ホスト、田舎娘に振り回されてます!〜恋のプロが、ウブなアイツに本気になったら〜


 桃乃が地元に帰省した数日後——。

 まさかの事態が発生した。

 「……お前のじいちゃん、俺を狩る気満々なんだけど」

 電話越しの朔の声が、いつになく真剣だった。

「狩るって……え?」

「今、お前の実家の前で、お前のじいちゃんがクワ持って立ってんだけど」

「えっっっ!?!??」

「ちょっと目を離したら、畑から竹槍持ってくるかもしれない」

「じいちゃん、時代が戦国時代……!!」

 慌てて家を飛び出すと、玄関先に、ガチでクワを握りしめた祖父の姿があった。

 そして、その視線の先には——

 スーツ姿で仁王立ちする朔。

 (※田舎の広い庭先で、なぜかホストとじいちゃんが一触即発。
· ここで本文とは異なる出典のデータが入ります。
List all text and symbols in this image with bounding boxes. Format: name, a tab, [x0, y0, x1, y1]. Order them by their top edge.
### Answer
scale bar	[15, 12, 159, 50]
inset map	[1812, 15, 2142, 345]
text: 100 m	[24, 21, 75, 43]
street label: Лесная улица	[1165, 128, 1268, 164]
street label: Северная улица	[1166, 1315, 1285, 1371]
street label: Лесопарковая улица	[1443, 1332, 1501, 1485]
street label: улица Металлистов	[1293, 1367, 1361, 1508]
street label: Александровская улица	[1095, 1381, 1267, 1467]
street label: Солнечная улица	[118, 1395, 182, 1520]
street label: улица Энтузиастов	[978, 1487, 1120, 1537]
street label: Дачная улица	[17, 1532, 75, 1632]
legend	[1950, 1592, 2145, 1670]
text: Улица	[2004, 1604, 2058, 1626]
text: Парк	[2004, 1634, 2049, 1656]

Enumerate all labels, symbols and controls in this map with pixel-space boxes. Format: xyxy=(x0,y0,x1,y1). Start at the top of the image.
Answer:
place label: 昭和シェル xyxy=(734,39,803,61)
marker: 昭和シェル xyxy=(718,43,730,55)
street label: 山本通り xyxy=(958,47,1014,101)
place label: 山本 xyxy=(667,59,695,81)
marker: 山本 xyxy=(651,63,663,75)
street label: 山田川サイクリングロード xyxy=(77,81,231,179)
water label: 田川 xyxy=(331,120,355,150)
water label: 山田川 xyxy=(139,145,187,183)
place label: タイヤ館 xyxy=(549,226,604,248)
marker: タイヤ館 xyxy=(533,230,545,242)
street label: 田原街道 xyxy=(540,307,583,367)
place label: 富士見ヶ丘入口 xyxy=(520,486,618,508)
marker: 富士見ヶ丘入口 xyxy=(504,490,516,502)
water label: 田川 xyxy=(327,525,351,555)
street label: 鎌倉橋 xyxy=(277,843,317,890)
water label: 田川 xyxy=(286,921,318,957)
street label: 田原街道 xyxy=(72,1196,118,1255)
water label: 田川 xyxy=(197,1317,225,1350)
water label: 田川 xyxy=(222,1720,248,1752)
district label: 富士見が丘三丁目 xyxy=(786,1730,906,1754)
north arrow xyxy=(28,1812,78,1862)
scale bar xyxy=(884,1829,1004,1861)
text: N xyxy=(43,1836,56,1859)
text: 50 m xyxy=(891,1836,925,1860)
)

「お前、どこのどいつじゃァ……!」

「……朔です」

「名前など聞いとらん!」

「いや、聞いたじゃん」

「ホスト、じゃと?」

「……はい」

「ふざけるなァァァ!!!」

 じいちゃんがクワを振り上げる。

「じ、じいちゃんストップ!!」

 桃乃が慌てて間に入る。

「違うの! 墨さんは悪い人じゃないの!」

「ほう……悪い人ではない、と?」

「そう! ちゃんとお仕事してる人なの!」

「ふむ……では、試してやろう」

「え?」

 じいちゃんは、クワを降ろすと、なぜか背後の畑を指さした。

「貴様に、スイカ割りをする資格があるか試してやる!」

「え?」

「え?」

「スイカを真っ二つにできたら、お前を認めよう!」

「いや、ホストってそういう試験ある職業じゃないんだけど」

「あるかもしれんじゃろ?」

「ないよ」

「文句があるなら、竹槍を持ってこようか?」

「試験内容に納得しました」

 こうして、「ホスト vs じいちゃんのスイカ割り対決」が始まった——。

 目隠しをされ、スイカの前に立つ朔。

 じいちゃんの号令がかかる。

「行くぞ!!」

「……おう」

 スッ……(朔、静かに木刀を構える)

「はっ!!!」

 バシィィィィィン!!!!!

 見事にスイカが真っ二つ。

 じいちゃん、腕組みしてうなる。

「……見事な腕前」

「そりゃどうも」

「貴様、剣道をやっていたな?」

「いや、やってねぇよ」

「では、ホスト修行で学んだか?」

「ホスト修行ってなんだよ」

「やはり、おぬし……ただ者ではないな?」

「だから、普通にホストだって」

「認めよう」

「唐突」

 こうして、朔 vs じいちゃんのスイカ割りバトルは、ホスト側の勝利で幕を閉じた。